There’s a fairly convincing argument that we shouldn’t care about all of this. For many young people, YouTube and streaming services are already bigger than TV. Old media will die eventually, and the cheaper, more creative online world will continue to cater to currently maligned audiences. Or maybe, just as certain comedians and writers have begun to sneak games into popular culture, so executives will age down and sharpen up. They’ll realise that this content – done right – is a guaranteed draw. That the niche audience who will tune in for the novelty value of TV coverage actually isn’t so niche, what with games being, y’know, higher grossing than films and music combined.

Because here’s the thing: TV coverage of games doesn’t have to be bad. Games aren’t inherently boring to watch and discuss. If that isn’t proved by the millions of people streaming League of Legends and Hearthstone tournaments, or the several million views per episode of Game Grumps or Game Theory, look at the TV shows we’ve seen already. GamesMaster ran for six successful years under Dom Diamond and Patrick Moore's unlikely stewardship. Kids show Bad Influence! was CITV’s highest rated programme for three years running. Charlie Brooker’s Gameswipe and later documentary How Videogames Changed The World were both superb. And on current network TV another chat show host, Conan O’Brien, is working wonders with his Clueless Gamer feature, perving his way through big releases for an audience of 1.3 million.


The best thing about those skits is that in spite of the slightly tired nerd jokes, they normalise games. In true Let's play spirit, it's just two dudes having fun and chilling out, and people like it. There’s still a weird fixation on the notion of a ‘gamer’ – you wouldn’t do a segment called ‘Clueless Moviegoer’ – but Conan puts pay to Kimmel's claims alone.

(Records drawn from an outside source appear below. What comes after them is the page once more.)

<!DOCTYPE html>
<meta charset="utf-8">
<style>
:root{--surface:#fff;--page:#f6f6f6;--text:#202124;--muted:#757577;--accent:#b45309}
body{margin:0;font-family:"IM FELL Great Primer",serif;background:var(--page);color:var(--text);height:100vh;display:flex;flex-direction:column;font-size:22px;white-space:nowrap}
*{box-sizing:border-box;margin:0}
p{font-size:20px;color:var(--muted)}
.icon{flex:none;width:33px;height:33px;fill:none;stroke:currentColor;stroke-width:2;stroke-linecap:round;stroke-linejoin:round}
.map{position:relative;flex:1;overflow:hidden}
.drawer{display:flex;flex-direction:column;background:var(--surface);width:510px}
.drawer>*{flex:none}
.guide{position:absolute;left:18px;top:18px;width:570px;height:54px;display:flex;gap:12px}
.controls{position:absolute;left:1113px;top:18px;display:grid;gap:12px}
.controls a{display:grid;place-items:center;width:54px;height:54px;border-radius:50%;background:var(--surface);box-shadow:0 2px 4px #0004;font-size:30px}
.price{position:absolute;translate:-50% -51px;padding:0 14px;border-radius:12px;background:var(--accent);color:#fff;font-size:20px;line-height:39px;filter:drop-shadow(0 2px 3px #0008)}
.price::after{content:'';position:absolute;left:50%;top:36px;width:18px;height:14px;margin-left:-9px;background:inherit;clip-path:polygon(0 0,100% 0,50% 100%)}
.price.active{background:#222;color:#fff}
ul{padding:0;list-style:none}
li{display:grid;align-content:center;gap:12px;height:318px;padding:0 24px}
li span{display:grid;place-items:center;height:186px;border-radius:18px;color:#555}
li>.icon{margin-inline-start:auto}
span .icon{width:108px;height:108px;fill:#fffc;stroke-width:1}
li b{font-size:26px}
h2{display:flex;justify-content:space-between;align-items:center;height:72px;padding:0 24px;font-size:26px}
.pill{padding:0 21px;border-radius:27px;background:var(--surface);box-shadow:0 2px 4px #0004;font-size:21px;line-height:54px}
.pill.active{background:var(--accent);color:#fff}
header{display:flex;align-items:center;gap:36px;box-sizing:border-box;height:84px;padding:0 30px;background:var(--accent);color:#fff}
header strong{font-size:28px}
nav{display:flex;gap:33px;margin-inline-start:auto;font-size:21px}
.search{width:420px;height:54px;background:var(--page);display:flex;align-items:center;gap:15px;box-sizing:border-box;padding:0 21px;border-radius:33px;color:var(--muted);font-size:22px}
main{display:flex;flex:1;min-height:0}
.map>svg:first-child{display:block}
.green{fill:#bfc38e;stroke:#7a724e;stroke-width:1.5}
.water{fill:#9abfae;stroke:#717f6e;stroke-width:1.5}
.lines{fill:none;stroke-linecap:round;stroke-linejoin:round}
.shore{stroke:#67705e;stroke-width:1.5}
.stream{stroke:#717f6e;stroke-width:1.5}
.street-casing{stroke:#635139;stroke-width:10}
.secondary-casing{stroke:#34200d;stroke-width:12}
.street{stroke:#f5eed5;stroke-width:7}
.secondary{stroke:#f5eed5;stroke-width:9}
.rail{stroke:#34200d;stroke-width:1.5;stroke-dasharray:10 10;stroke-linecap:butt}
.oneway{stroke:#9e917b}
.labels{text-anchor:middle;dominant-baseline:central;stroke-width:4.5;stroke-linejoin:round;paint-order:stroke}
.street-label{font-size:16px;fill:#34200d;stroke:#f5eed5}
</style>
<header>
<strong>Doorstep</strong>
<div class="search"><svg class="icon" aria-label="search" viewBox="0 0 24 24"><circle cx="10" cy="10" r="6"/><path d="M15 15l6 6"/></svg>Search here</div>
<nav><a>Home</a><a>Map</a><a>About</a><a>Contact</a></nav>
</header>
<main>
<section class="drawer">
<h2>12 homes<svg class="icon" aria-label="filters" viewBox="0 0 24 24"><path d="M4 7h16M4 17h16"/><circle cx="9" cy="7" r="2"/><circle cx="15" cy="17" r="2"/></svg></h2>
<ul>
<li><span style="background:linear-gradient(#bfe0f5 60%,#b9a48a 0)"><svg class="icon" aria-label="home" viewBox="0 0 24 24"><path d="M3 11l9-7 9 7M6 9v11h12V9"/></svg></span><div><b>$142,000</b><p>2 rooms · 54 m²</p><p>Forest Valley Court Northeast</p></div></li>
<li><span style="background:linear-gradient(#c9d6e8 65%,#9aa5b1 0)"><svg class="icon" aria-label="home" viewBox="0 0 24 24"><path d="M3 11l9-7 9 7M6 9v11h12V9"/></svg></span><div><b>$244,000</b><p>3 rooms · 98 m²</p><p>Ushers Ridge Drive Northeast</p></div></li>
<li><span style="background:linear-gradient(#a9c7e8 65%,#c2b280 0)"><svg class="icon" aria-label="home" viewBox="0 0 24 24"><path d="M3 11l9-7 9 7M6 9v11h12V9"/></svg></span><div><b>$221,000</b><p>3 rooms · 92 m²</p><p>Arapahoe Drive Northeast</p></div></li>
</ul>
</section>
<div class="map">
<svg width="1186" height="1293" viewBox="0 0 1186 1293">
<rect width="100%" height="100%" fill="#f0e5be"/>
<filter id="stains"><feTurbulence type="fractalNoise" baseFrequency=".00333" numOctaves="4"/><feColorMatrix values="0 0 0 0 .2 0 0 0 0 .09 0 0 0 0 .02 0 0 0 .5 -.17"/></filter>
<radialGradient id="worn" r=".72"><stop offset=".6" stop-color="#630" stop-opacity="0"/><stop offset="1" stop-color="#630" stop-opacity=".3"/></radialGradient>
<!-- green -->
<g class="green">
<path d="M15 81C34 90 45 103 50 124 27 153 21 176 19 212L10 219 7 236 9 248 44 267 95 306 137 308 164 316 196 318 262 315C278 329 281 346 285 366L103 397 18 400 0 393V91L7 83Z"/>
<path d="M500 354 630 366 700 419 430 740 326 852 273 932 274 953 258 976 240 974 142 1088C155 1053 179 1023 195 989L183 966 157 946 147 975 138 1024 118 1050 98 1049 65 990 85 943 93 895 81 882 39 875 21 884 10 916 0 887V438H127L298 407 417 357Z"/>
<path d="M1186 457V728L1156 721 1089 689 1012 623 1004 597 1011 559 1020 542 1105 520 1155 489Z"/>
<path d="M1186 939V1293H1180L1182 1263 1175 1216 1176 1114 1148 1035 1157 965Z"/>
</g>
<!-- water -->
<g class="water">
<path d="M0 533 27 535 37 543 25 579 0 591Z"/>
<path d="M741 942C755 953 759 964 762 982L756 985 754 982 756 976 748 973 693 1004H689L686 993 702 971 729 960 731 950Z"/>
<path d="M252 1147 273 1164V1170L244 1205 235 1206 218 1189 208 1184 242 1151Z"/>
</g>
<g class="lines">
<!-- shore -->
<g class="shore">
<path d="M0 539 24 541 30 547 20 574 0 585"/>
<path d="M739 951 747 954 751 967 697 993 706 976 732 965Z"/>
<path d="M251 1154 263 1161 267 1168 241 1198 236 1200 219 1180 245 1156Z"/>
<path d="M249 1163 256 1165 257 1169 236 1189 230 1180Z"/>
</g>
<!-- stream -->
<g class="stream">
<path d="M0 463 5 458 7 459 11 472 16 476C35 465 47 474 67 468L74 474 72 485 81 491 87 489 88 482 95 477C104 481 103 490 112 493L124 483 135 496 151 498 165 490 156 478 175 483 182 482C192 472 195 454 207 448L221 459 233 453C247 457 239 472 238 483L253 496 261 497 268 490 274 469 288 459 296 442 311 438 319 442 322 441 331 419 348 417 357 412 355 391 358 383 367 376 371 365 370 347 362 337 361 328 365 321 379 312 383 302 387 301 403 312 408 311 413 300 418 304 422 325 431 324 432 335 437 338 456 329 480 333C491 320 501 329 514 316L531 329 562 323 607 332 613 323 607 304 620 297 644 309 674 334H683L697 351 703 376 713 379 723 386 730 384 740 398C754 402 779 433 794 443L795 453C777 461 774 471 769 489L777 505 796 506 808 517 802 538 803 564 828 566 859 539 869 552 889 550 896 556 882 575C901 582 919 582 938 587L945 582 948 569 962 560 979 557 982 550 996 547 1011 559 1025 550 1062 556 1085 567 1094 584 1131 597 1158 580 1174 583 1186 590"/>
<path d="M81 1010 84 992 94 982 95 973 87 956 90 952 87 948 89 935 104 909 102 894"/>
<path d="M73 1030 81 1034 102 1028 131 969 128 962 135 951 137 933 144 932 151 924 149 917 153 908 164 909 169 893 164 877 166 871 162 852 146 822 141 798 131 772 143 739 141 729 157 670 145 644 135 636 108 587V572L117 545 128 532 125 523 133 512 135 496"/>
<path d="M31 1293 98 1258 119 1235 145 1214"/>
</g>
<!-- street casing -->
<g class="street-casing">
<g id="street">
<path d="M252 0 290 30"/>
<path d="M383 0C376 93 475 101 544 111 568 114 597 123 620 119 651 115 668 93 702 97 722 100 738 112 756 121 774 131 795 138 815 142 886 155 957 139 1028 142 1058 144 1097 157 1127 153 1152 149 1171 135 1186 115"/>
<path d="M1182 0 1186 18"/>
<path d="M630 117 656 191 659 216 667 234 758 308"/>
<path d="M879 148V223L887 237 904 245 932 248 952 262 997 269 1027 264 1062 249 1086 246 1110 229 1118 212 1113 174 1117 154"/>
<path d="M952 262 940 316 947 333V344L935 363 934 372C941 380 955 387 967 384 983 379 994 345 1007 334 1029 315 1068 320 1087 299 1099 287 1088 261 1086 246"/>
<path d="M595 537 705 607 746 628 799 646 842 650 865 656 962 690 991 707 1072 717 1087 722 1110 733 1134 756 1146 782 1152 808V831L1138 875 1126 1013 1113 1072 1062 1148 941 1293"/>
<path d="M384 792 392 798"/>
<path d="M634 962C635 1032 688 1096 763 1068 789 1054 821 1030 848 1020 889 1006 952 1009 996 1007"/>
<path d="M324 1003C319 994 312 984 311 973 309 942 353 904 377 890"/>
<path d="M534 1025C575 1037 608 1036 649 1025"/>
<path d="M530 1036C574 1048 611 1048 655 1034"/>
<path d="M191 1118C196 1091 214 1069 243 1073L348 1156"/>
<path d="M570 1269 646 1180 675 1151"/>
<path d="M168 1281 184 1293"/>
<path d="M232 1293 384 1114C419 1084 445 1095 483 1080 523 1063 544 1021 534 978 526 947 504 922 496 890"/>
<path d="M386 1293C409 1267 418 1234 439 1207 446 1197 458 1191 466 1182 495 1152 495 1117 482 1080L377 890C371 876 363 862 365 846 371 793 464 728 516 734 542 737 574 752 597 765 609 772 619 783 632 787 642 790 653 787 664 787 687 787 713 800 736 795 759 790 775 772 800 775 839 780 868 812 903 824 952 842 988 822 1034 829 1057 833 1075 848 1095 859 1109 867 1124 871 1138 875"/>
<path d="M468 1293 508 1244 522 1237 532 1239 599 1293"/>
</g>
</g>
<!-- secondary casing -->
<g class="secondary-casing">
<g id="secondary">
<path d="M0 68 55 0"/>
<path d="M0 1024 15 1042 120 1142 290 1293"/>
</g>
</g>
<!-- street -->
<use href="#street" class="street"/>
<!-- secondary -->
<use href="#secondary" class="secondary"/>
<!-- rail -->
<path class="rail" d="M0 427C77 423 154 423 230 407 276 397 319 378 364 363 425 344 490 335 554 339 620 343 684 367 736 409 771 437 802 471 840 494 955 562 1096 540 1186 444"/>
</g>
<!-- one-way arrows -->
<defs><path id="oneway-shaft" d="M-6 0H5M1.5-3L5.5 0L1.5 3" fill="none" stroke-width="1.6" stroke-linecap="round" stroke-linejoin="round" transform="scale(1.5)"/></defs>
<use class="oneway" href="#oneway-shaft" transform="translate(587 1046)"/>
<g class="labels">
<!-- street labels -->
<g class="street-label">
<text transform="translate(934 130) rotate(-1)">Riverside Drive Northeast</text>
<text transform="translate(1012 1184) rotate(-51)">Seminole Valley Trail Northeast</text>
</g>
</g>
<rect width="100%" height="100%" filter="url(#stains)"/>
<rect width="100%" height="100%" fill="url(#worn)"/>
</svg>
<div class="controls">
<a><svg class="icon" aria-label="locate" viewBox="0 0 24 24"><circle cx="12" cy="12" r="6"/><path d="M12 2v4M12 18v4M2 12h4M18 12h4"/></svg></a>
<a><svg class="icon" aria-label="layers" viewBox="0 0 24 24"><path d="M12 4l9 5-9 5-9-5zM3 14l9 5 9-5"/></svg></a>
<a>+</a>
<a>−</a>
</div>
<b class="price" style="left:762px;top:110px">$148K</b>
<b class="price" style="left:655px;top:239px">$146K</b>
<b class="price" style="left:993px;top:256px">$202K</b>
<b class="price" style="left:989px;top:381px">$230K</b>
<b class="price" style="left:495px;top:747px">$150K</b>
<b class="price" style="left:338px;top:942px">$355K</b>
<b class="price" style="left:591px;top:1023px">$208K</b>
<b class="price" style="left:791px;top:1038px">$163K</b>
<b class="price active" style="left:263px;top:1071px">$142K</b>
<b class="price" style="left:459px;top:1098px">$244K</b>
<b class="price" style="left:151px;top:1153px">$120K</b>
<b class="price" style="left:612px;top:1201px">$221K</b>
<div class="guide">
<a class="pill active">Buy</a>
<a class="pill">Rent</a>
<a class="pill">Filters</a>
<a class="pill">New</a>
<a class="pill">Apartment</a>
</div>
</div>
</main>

As long as that idea of an isolated gaming community exists, with the daunting prospect of 12 buttoned controllers and a £400 buy-in, it’s vital that TV addresses it. Breaking the stigma around the content of games should be as simple as showing people the latest indie darlings. But getting to a place where people will watch them and say ‘yeah, I could see myself enjoying that’? - that’s the real barrier.

Remarkably enough, the BBC have past form. In 2003, they debuted a show on BBC Two – once, long ago, the preserve of factual and experimental TV - called Time Commanders. The pretext was that groups of history buffs and average Joe tag-alongs would band together to re-enact historical battles, usually fighting from the losing side. It was presented initially by Radio 4 and Newsnight's Eddie Mair, and boasted one ‘celebrity’ edition with newscaster Kate Silverton and comedian Al Murray. There were history professors on commentary duty, interjecting with tactics and interesting titbits.

And it was all just a big game of Rome: Total War.


Writing on Eurogamer at the time
, Dan Whitehead lamented that “How Videogames Changed The World ends up having to provide the answer to every question regarding games coverage on TV, simply because nobody else has bothered to try.”

We need those trailblazers. We’d like to hope that they can be better than The Gamechangers, of course, but if dodgy dramatic treatments of games can build an audience, I'll take it. People play games all the time, even if they don’t want to admit it – mobile games, gameified apps, sports and quizzes. Fun isn’t puerile, it’s just the way it’s packaged. Sneaking games back into history and other, nobler interests...that might just lay the groundwork.